(Recorded data)

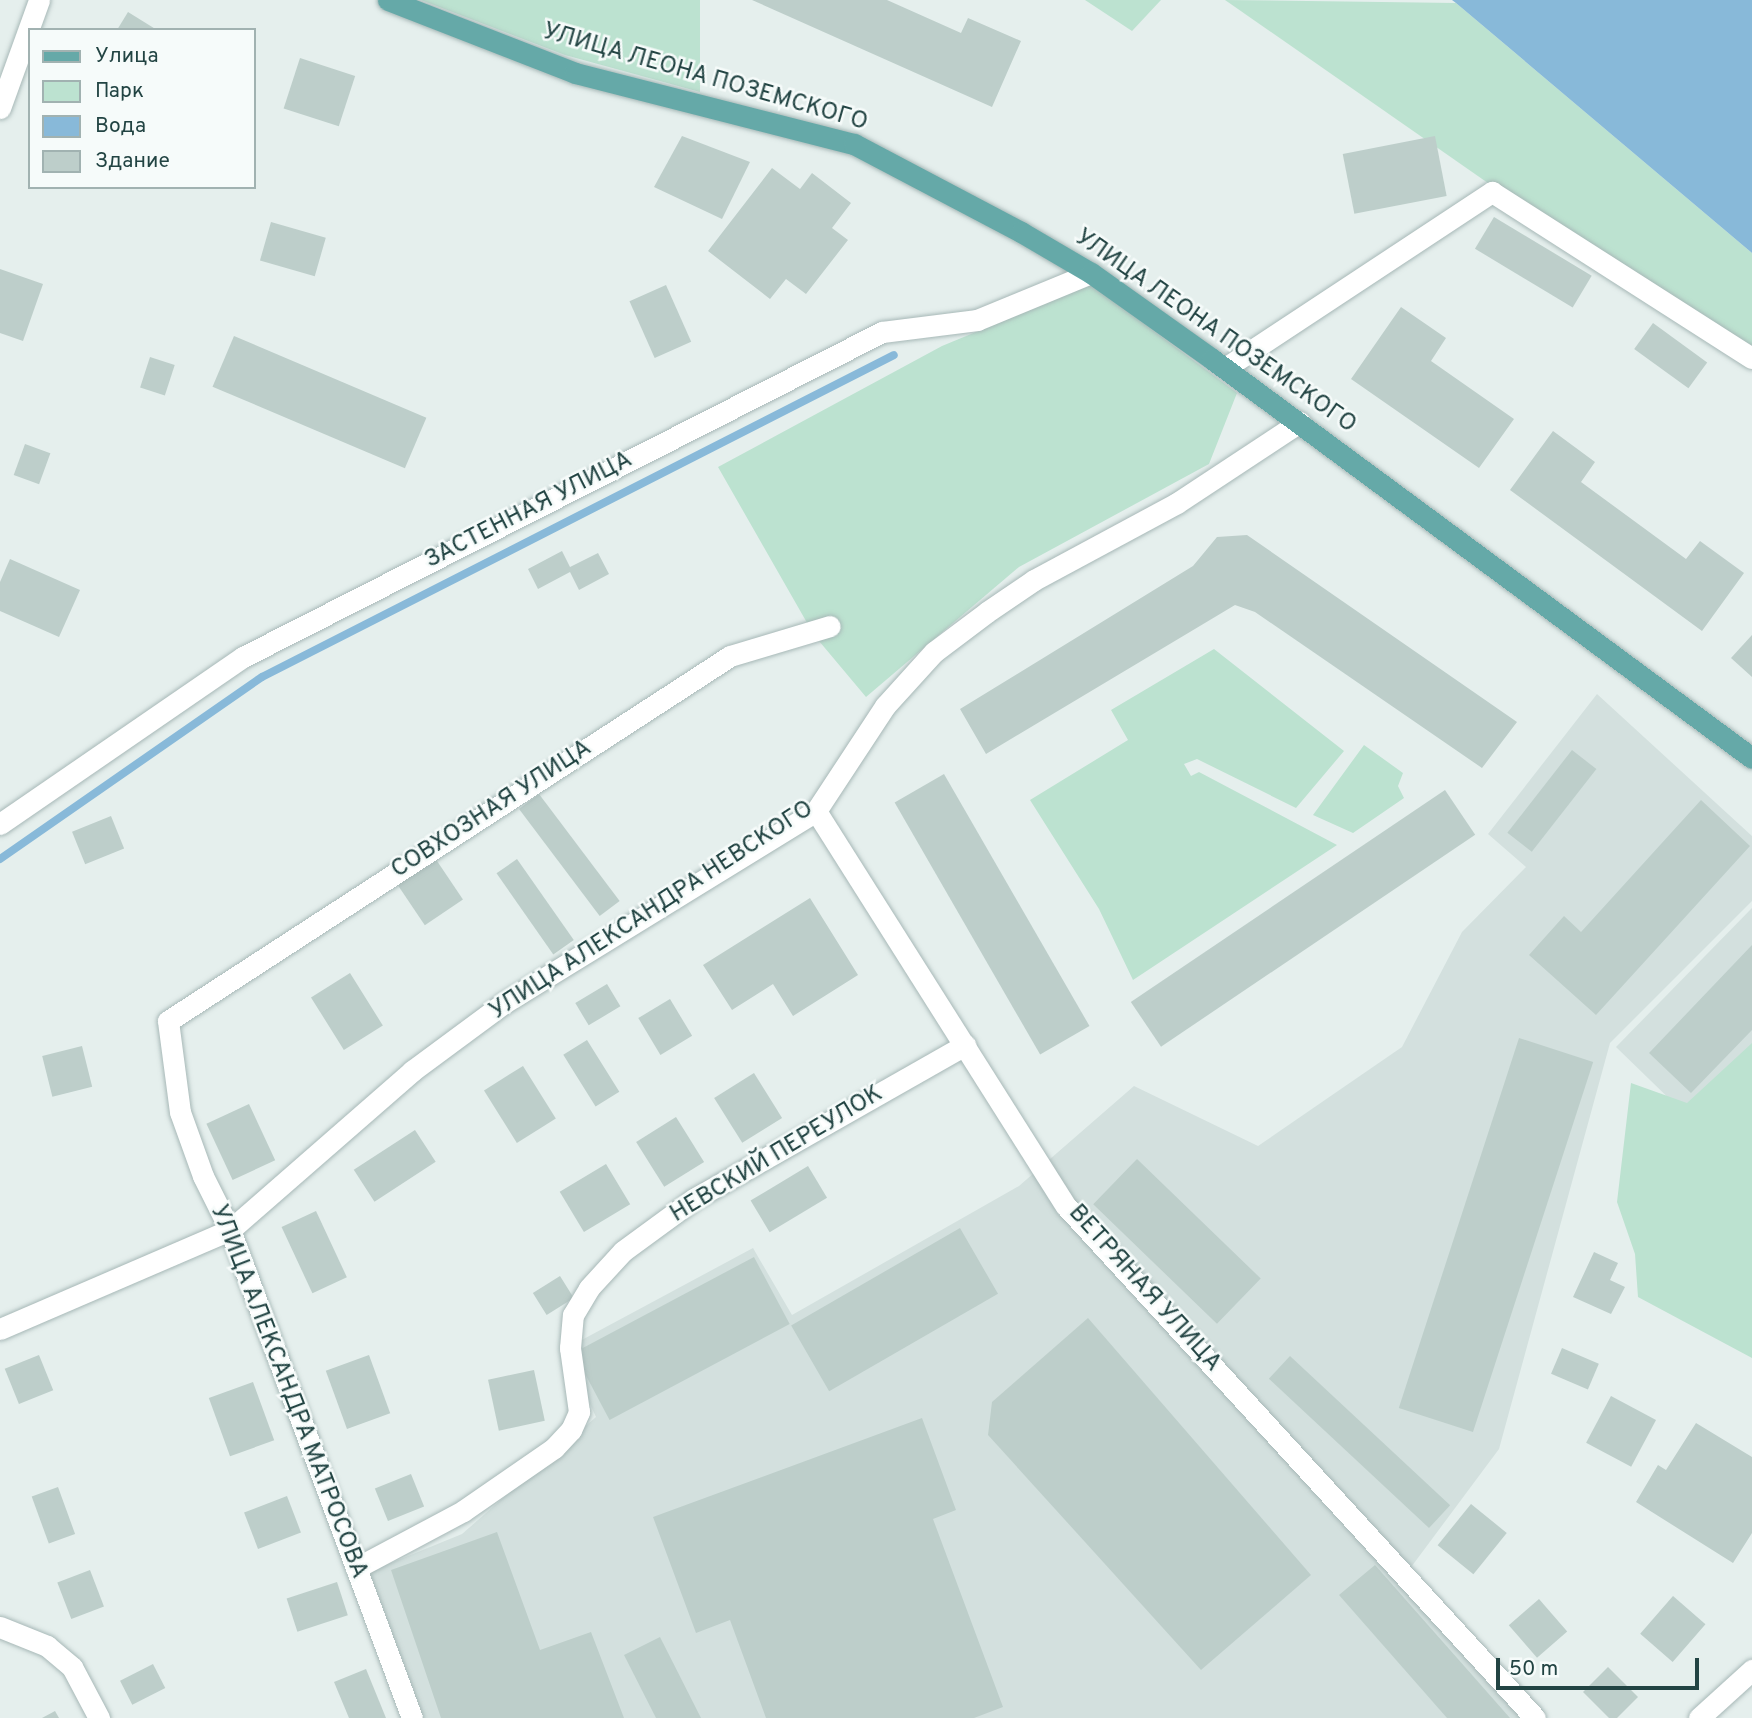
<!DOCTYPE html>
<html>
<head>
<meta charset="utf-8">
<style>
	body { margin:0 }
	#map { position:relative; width:1752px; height:1718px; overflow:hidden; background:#e5efed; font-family:Overpass,sans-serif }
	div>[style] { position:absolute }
	.built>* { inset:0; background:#d3e0de }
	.green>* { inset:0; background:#bce2d0 }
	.water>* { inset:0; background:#88b9d9 }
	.stream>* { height:8px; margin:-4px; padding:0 4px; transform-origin:4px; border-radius:4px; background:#88b9d9 }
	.building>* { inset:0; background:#bdceca; transform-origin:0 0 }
	.roads { filter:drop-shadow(0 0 2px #a7b8b7) drop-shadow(0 0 2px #a7b8b7) }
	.street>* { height:21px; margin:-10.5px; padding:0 10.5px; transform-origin:10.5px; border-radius:10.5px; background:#fff }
	.secondary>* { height:21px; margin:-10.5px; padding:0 10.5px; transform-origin:10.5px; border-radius:10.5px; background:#fff }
	.primary>* { height:21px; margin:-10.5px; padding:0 10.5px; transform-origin:10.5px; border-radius:10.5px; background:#65a9a8 }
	span { translate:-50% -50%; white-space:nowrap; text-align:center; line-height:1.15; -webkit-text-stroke:5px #f6fbfa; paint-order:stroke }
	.street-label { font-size:24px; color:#224443 }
	.legend { position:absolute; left:28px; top:28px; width:228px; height:161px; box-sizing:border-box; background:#f6fbfa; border:2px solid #a1b2b1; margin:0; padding:9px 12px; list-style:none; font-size:21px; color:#224443 }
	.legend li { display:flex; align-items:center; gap:14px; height:35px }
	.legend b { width:35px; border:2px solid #a1b2b1 }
	.scale { position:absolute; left:1496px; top:1658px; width:203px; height:32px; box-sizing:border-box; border:4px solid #224443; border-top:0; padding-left:9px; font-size:21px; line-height:24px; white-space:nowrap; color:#224443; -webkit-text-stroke:5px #f6fbfa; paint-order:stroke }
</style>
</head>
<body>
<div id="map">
	<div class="built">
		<div style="clip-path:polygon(1597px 694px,1752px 836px,1752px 901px,1610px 1043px,1499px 1449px,1400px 1582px,1524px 1718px,417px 1718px,364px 1574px,462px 1534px,596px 1417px,565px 1349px,753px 1248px,792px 1315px,1019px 1186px,1134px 1086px,1258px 1146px,1402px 1047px,1462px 932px,1526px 867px,1488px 834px)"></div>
		<div style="clip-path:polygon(1752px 908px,1752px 1179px,1616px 1047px)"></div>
	</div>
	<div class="green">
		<div style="clip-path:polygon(421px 0,700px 0,700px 92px,565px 55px)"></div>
		<div style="clip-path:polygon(1085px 0,1161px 0,1132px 31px)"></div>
		<div style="clip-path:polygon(1225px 0,1456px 3px,1752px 253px,1752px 367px)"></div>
		<div style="clip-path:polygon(1091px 284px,1237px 393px,1209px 464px,1019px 567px,866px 697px,814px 635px,718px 467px,942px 346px)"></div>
		<div style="clip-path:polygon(1214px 649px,1344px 751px,1296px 808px,1197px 759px,1184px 764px,1191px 776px,1199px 772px,1337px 845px,1133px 980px,1099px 909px,1030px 800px,1128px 740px,1111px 710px)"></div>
		<div style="clip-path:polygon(1364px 745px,1403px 773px,1398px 786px,1404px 798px,1353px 833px,1313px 815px)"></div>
		<div style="clip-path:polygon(1752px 1043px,1752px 1358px,1638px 1297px,1635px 1254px,1617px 1202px,1631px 1083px,1687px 1103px)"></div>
	</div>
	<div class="water">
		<div style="clip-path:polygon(1452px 0,1752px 0,1752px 253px,1456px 3px)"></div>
	</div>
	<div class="stream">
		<div style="left:0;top:859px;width:319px;rotate:-34.8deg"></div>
		<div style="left:262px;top:677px;width:709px;rotate:-27deg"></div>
	</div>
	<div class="building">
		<div style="clip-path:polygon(752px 0,887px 0,961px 33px,968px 18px,1021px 41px,992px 107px)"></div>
		<div style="clip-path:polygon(128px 12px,157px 30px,117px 30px)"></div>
		<div style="left:300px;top:58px;width:58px;height:53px;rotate:18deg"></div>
		<div style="clip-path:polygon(682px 136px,750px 162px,722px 219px,654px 187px)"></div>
		<div style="left:1435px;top:136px;width:61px;height:94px;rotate:79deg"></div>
		<div style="clip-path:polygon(772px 168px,800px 189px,812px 173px,851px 203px,832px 228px,848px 240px,806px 294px,786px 279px,770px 299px,708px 251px)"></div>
		<div style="left:1494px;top:217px;width:114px;height:37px;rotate:31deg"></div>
		<div style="left:271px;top:222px;width:57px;height:40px;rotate:16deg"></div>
		<div style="clip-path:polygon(0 269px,43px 284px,23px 341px,0 333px)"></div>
		<div style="left:666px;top:285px;width:62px;height:40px;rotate:66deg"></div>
		<div style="clip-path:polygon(1401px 307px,1446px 338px,1431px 361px,1514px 419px,1479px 468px,1351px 379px)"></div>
		<div style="left:1653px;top:323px;width:67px;height:32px;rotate:36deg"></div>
		<div style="left:234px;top:336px;width:209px;height:55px;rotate:23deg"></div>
		<div style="left:150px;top:357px;width:26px;height:32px;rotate:18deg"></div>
		<div style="clip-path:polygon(1553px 431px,1595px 462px,1581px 482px,1686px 559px,1700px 541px,1744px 573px,1702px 631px,1510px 490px)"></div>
		<div style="left:25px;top:444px;width:27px;height:33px;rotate:20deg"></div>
		<div style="clip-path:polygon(1247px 535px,1517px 722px,1482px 768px,1255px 612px,1235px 605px,986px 754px,960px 709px,1193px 566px,1217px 537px)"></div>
		<div style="clip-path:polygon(562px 551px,570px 567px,598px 553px,609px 574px,579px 590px,570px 572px,538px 589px,528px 569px)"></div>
		<div style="clip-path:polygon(10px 559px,80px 590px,59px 637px,0 611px,0 582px)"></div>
		<div style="clip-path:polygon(1752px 635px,1752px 677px,1731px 658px)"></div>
		<div style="left:1572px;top:750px;width:31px;height:105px;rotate:38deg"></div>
		<div style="left:944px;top:774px;width:291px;height:57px;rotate:60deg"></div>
		<div style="left:1445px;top:790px;width:54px;height:379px;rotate:56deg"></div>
		<div style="left:539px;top:794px;width:134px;height:25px;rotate:53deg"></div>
		<div style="clip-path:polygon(1701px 800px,1750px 846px,1596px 1015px,1529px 955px,1564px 916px,1581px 932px)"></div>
		<div style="left:111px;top:816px;width:35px;height:42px;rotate:68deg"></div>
		<div style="left:435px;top:858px;width:50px;height:46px;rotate:56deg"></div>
		<div style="left:517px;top:859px;width:99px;height:25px;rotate:55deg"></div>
		<div style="clip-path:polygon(810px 898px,858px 975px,793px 1016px,773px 984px,732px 1010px,703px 965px)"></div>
		<div style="clip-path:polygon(1752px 945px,1752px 1030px,1691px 1093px,1649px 1053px)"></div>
		<div style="left:350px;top:973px;width:62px;height:46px;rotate:58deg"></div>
		<div style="left:607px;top:984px;width:26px;height:37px;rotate:59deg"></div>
		<div style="left:670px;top:999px;width:43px;height:37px;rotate:59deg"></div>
		<div style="left:1519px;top:1038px;width:78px;height:389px;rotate:18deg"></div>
		<div style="left:587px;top:1040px;width:61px;height:28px;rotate:58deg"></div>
		<div style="left:82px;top:1046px;width:42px;height:41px;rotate:76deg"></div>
		<div style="left:523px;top:1066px;width:62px;height:46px;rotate:58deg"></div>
		<div style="left:754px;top:1073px;width:53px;height:47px;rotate:58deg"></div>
		<div style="left:249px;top:1104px;width:62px;height:47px;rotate:65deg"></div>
		<div style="left:676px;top:1117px;width:53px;height:47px;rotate:58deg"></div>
		<div style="left:415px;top:1130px;width:38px;height:73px;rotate:57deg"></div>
		<div style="left:1137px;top:1159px;width:172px;height:63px;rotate:44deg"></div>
		<div style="left:606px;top:1164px;width:47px;height:54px;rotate:59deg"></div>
		<div style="left:808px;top:1166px;width:37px;height:67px;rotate:59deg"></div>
		<div style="left:316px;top:1211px;width:73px;height:38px;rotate:65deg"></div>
		<div style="left:960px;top:1228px;width:76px;height:195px;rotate:60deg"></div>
		<div style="clip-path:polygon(1594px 1252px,1618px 1263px,1610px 1280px,1625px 1287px,1611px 1314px,1573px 1297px)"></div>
		<div style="left:754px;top:1257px;width:76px;height:204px;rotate:62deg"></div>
		<div style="left:560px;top:1276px;width:26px;height:32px;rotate:58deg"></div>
		<div style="clip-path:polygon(1088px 1318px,1311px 1575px,1201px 1670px,988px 1435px,992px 1402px)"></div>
		<div style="left:1562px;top:1348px;width:40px;height:28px;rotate:23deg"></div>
		<div style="left:39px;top:1355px;width:38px;height:37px;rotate:68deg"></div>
		<div style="left:369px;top:1355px;width:62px;height:46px;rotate:70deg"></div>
		<div style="left:1290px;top:1356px;width:219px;height:31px;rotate:43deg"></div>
		<div style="left:534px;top:1370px;width:52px;height:47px;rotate:78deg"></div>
		<div style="left:253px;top:1382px;width:62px;height:47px;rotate:70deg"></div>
		<div style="left:1611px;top:1396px;width:51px;height:53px;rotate:28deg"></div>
		<div style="clip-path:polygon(922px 1418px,956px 1510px,933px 1519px,1003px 1707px,974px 1718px,766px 1718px,730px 1620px,696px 1633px,653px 1517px)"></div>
		<div style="clip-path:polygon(1696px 1423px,1752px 1457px,1752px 1533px,1733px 1563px,1636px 1502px,1658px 1465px,1666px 1470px)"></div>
		<div style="left:411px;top:1474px;width:35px;height:39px;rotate:68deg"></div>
		<div style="left:58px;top:1487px;width:50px;height:28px;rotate:70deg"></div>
		<div style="left:287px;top:1496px;width:39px;height:46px;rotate:69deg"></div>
		<div style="left:1471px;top:1504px;width:46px;height:53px;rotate:39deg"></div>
		<div style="clip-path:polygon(497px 1532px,540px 1650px,591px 1632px,624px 1718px,441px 1718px,391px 1570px)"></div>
		<div style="clip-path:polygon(1375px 1565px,1510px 1718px,1447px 1718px,1339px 1595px)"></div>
		<div style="left:90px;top:1570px;width:39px;height:35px;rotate:69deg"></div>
		<div style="left:337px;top:1582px;width:35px;height:53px;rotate:72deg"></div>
		<div style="left:1673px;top:1596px;width:43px;height:50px;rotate:41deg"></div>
		<div style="left:1539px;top:1599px;width:43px;height:40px;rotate:49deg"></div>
		<div style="clip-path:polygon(660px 1637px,701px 1718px,656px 1718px,624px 1655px)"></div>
		<div style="left:153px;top:1664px;width:27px;height:37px;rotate:63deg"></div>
		<div style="clip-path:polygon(1608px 1667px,1638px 1697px,1617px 1718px,1609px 1718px,1583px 1692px)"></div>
		<div style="clip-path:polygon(366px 1669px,386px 1718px,349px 1718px,334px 1682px)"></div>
		<div style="clip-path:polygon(55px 1711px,59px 1718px,42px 1718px)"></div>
	</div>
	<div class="roads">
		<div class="street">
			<div style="left:0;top:108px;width:115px;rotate:-70.1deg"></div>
			<div style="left:1225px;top:368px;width:320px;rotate:-33.4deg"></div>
			<div style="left:1492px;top:192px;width:308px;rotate:32.6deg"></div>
			<div style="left:816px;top:811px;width:467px;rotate:57.7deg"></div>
			<div style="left:1066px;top:1206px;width:694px;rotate:47.51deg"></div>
			<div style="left:0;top:824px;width:295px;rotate:-34.5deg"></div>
			<div style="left:243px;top:657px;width:717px;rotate:-26.96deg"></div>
			<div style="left:882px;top:332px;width:96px;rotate:-7.2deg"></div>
			<div style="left:977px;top:320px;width:123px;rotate:-22.4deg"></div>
			<div style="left:0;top:1329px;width:250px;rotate:-23.3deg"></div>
			<div style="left:230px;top:1230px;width:242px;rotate:-41.1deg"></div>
			<div style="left:412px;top:1071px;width:114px;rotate:-36.5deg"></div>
			<div style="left:504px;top:1003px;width:366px;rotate:-31.6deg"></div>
			<div style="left:816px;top:811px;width:126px;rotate:-56.7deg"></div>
			<div style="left:885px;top:706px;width:73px;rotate:-47.8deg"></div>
			<div style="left:934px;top:652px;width:66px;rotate:-37deg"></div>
			<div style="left:987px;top:612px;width:57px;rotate:-34.2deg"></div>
			<div style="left:1034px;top:580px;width:162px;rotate:-28.3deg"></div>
			<div style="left:1177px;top:503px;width:147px;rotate:-33.4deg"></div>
			<div style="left:356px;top:1568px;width:121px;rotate:-28deg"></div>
			<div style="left:463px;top:1511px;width:111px;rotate:-34.7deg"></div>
			<div style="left:554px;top:1448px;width:25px;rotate:-47deg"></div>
			<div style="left:571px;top:1430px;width:20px;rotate:-66deg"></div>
			<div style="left:579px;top:1412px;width:65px;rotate:-98deg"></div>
			<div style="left:570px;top:1348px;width:33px;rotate:-85deg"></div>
			<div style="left:573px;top:1315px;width:31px;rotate:-59deg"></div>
			<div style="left:589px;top:1288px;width:50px;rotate:-47.4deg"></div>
			<div style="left:623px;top:1251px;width:88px;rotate:-36.2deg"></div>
			<div style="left:694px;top:1199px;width:312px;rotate:-29.6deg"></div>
			<div style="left:0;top:1627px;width:51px;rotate:22deg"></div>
			<div style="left:47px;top:1646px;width:33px;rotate:40deg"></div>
			<div style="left:72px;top:1667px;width:58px;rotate:62.1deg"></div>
			<div style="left:412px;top:1718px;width:521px;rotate:-110.45deg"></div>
			<div style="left:230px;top:1230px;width:60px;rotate:-116.6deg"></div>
			<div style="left:203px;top:1176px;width:68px;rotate:-109.8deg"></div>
			<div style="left:180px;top:1112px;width:92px;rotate:-97.5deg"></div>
			<div style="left:168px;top:1021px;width:670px;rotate:-33deg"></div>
			<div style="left:730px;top:656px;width:104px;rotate:-16.7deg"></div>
		</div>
		<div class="secondary">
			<div style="left:1699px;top:1718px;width:72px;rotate:-42.2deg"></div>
		</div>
		<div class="primary">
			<div style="left:388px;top:0;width:201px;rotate:21.3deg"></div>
			<div style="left:575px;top:73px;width:288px;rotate:14.3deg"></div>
			<div style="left:854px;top:144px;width:189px;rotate:27.8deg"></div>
			<div style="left:1021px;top:232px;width:81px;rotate:30.4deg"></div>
			<div style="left:1091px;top:273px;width:148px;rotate:35.4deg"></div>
			<div style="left:1212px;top:359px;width:671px;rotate:36.46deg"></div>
		</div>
	</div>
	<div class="street-label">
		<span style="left:705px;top:78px;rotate:16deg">УЛИЦА ЛЕОНА ПОЗЕМСКОГО</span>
		<span style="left:1215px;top:332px;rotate:35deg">УЛИЦА ЛЕОНА ПОЗЕМСКОГО</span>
		<span style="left:529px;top:511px;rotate:-27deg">ЗАСТЕННАЯ УЛИЦА</span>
		<span style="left:492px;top:810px;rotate:-33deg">СОВХОЗНАЯ УЛИЦА</span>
		<span style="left:652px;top:911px;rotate:-33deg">УЛИЦА АЛЕКСАНДРА НЕВСКОГО</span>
		<span style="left:777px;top:1155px;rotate:-31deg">НЕВСКИЙ ПЕРЕУЛОК</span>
		<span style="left:1144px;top:1289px;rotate:48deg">ВЕТРЯНАЯ УЛИЦА</span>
		<span style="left:288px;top:1392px;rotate:69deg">УЛИЦА АЛЕКСАНДРА МАТРОСОВА</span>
	</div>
	<ul class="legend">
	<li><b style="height:9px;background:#65a9a8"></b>Улица</li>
	<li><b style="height:19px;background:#bce2d0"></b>Парк</li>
	<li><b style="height:19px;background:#88b9d9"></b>Вода</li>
	<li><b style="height:19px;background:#bdceca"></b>Здание</li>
	</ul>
	<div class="scale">50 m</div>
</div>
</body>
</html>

(End Recorded data)

• Task objective:
Return every line of the material in which the word "stream" is found.

• Reply:
	.stream>* { height:8px; margin:-4px; padding:0 4px; transform-origin:4px; border-radius:4px; background:#88b9d9 }
	<div class="stream">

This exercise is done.